日本大百科全書(ニッポニカ) 「所在不明児」の意味・わかりやすい解説
所在不明児
しょざいふめいじ
住民基本台帳に記録があるが、乳幼児健康診査や予防接種等の受診、福祉サービス、義務教育などの記録がなく、連絡や接触が図れないため自治体が安否を把握できない子供。所在不明児童、居所不明児、所在不明の子ともよばれる。このような子供がいる家庭ではネグレクトや暴行などの虐待が行われている可能性もあり、子供の命が危ぶまれるケースも想定されるが、年齢や就学の実態、事件性の有無などにより行政の管轄が異なるため、これまで積極的な所在確認や捜索、保護などの活動は行われてこなかった。
しかし、2010年(平成22)ごろから所在不明とされていた児童の死亡事件などが全国で相次いだことから実態の把握や対策を求める世論が高まり、子供を虐待から守るための法整備を求める市民運動も広がった。これをきっかけに2014年、厚生労働省が「居住実態が把握できない児童」に関する調査を行った。
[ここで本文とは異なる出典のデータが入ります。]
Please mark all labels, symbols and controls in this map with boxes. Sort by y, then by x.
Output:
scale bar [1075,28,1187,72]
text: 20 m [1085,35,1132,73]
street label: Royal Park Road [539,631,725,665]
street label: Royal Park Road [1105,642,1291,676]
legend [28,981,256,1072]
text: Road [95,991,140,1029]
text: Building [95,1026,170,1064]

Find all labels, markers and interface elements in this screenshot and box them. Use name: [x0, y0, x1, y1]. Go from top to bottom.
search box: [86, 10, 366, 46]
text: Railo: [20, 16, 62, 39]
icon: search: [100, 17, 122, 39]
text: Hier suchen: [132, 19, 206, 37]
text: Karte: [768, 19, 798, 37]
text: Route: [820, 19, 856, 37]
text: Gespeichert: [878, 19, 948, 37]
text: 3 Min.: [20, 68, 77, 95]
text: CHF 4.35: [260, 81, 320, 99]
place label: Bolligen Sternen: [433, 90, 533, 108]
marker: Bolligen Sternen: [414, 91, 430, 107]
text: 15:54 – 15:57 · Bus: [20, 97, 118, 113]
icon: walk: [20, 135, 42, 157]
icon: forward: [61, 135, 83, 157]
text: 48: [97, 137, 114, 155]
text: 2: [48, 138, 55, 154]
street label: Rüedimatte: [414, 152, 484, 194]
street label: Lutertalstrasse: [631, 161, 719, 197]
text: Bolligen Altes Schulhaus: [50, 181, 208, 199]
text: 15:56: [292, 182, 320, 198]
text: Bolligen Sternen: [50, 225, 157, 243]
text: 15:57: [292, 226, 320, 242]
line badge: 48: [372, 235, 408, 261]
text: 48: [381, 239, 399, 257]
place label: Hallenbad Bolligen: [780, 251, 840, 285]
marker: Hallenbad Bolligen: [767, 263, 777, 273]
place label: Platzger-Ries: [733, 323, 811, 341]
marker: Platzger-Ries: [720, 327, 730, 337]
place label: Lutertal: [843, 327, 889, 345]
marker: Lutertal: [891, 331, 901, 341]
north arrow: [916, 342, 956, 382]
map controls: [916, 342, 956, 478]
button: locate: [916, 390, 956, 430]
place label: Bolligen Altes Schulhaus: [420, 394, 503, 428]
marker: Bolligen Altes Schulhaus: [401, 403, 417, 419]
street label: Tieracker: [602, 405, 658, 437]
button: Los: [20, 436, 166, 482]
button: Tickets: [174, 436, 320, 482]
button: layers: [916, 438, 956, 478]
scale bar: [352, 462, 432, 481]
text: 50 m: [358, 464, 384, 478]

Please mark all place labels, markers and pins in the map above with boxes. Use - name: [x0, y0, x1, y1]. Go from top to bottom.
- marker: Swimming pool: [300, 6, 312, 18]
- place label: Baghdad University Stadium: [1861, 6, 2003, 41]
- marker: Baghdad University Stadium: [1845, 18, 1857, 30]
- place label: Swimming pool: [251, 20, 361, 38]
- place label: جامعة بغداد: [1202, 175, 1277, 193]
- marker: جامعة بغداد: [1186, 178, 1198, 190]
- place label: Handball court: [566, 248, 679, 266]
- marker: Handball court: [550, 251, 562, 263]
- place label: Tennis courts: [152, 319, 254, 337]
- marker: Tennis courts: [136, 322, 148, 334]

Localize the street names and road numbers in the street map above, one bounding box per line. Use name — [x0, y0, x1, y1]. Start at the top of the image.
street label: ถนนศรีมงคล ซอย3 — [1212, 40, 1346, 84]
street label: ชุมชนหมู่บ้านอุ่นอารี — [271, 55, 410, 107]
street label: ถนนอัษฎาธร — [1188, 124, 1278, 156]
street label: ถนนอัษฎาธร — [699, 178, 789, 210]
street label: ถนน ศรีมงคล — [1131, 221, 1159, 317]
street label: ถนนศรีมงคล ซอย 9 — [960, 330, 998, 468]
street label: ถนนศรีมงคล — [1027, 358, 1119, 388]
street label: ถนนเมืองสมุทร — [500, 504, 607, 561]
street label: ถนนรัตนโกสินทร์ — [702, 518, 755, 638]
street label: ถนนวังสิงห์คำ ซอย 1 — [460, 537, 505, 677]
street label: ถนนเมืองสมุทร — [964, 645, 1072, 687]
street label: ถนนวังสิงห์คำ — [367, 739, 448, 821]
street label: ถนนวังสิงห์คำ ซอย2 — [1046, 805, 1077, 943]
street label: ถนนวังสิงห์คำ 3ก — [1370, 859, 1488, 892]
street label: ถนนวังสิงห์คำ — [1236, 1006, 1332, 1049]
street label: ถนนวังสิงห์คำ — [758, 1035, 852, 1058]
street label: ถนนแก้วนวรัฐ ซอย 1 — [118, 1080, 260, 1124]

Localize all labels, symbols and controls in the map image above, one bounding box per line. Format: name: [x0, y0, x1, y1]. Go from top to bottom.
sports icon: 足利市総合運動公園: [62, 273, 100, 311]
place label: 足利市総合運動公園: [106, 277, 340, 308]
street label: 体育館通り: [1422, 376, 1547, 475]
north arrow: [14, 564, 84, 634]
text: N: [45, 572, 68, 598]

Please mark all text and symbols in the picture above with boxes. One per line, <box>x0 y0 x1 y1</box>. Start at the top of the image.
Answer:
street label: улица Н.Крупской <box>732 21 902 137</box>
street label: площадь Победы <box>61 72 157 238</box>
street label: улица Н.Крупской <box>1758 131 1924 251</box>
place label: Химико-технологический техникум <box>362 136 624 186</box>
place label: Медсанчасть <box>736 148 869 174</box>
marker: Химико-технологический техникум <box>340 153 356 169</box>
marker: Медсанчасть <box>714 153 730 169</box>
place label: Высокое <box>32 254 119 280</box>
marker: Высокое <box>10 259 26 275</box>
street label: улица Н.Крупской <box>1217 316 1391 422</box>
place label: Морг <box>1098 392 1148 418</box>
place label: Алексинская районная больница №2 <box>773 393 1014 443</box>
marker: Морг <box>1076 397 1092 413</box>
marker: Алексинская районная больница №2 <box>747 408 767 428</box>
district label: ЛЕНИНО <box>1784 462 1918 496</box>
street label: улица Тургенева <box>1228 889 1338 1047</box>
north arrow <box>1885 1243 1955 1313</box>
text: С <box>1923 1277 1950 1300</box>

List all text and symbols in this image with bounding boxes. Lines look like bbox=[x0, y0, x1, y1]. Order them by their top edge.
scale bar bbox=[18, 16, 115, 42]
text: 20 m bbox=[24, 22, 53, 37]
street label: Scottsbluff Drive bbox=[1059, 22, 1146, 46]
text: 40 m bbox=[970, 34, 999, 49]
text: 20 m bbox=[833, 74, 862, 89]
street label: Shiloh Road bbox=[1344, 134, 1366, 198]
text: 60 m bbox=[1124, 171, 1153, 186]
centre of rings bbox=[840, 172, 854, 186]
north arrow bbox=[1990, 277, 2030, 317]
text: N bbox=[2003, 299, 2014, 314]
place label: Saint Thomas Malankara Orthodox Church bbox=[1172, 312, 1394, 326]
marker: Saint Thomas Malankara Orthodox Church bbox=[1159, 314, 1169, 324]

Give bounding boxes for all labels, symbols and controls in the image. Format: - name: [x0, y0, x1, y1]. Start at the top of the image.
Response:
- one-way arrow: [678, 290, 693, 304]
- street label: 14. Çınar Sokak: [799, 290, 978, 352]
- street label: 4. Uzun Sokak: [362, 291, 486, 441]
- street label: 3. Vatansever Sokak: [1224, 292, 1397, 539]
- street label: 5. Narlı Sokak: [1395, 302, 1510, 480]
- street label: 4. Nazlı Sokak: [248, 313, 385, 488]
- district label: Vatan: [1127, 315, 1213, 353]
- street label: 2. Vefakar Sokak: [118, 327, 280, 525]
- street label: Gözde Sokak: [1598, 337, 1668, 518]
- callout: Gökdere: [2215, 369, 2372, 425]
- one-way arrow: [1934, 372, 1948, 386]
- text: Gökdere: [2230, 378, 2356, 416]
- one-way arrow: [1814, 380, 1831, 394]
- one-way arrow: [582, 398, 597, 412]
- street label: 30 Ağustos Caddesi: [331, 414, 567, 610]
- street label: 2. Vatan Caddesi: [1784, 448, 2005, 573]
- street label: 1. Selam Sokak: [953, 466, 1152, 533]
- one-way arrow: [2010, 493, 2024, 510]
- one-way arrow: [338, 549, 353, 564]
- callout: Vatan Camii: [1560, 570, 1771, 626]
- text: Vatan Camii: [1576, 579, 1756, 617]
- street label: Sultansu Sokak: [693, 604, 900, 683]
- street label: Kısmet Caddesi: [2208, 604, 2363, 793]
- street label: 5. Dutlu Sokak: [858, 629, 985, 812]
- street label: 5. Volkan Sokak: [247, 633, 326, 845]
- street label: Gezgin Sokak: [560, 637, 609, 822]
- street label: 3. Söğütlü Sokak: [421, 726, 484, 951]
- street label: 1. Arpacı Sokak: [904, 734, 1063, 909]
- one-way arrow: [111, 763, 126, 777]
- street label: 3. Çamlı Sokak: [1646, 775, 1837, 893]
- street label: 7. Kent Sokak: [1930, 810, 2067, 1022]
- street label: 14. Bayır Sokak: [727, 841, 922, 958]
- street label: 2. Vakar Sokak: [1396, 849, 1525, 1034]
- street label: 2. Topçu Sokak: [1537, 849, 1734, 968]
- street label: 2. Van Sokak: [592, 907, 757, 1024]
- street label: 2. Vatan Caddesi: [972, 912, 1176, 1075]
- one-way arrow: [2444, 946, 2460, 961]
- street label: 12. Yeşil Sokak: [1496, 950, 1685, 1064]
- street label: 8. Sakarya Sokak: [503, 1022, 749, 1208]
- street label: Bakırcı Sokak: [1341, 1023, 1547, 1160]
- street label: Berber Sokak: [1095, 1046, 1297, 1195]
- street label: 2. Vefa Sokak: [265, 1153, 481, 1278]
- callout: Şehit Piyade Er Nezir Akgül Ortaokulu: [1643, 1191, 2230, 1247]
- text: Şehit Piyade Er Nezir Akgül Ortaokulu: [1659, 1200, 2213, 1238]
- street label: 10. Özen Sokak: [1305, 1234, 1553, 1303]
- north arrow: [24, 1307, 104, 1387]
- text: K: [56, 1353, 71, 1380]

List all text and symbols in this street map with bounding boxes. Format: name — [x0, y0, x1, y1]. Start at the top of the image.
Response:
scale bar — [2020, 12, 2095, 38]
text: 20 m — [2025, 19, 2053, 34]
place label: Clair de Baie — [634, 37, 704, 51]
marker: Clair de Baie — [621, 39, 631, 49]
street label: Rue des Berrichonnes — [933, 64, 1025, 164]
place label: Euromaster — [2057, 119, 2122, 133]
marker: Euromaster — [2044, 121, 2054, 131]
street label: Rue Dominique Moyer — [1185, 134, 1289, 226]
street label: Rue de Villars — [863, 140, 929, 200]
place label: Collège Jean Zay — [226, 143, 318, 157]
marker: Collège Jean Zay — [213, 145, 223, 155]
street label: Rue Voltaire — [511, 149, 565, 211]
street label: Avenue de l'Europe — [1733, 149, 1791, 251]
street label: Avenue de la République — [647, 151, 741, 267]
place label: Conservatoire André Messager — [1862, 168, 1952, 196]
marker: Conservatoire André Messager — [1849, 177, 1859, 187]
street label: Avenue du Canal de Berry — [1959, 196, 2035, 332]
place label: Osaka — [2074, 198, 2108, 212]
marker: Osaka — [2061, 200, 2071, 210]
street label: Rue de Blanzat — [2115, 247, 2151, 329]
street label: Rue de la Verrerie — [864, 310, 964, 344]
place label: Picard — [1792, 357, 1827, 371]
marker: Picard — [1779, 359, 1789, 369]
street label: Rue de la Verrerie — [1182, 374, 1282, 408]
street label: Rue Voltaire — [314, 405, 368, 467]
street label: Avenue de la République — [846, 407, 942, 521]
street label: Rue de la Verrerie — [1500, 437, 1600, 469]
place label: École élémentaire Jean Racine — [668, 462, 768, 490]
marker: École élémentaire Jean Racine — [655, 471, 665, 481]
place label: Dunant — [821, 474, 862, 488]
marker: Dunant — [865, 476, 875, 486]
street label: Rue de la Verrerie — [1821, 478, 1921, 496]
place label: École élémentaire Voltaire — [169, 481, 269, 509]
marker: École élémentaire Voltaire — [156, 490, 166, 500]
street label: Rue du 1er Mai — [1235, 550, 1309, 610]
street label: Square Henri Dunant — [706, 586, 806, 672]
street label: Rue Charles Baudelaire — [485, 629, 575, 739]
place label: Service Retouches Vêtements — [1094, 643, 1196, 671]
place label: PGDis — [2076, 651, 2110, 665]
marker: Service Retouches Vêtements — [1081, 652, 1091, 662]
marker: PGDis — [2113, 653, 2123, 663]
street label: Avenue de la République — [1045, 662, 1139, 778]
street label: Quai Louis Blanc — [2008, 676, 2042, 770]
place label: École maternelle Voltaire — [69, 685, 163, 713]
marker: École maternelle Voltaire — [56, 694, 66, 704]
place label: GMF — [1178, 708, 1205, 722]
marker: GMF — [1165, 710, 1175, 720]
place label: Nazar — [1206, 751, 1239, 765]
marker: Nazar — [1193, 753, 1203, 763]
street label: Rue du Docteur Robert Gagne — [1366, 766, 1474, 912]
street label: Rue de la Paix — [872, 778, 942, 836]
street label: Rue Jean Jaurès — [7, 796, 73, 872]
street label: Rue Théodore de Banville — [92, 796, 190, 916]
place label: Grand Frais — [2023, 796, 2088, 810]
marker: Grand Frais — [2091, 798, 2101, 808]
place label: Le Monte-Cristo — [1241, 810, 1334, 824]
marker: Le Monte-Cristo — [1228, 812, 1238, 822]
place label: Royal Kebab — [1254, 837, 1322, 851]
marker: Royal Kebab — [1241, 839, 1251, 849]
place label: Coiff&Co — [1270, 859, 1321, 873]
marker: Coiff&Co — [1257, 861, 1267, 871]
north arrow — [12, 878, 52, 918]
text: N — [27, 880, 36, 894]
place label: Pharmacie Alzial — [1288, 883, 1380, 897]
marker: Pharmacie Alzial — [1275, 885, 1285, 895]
調査の対象は、2014年5月1日時点で自治体に住民票があるが、調査時点で乳幼児健康診査等の保険や福祉サービスに関する電話や家庭訪問等による連絡が取れず、居住実態の確認が必要と判断された家庭の児童で、当該自治体が調査を行い、厚生労働省が結果を集計。調査時点で居所実態が把握できない児童の数は全国で約2900人にのぼった。当該児童については各自治体により所在確認が続けられ、同年10月20日時点で不明の児童は141人となった。同年8月には、政府全体でこの問題を含めた児童虐待防止に取り組むための「児童虐待防止対策に関する副大臣等会議」が設置された。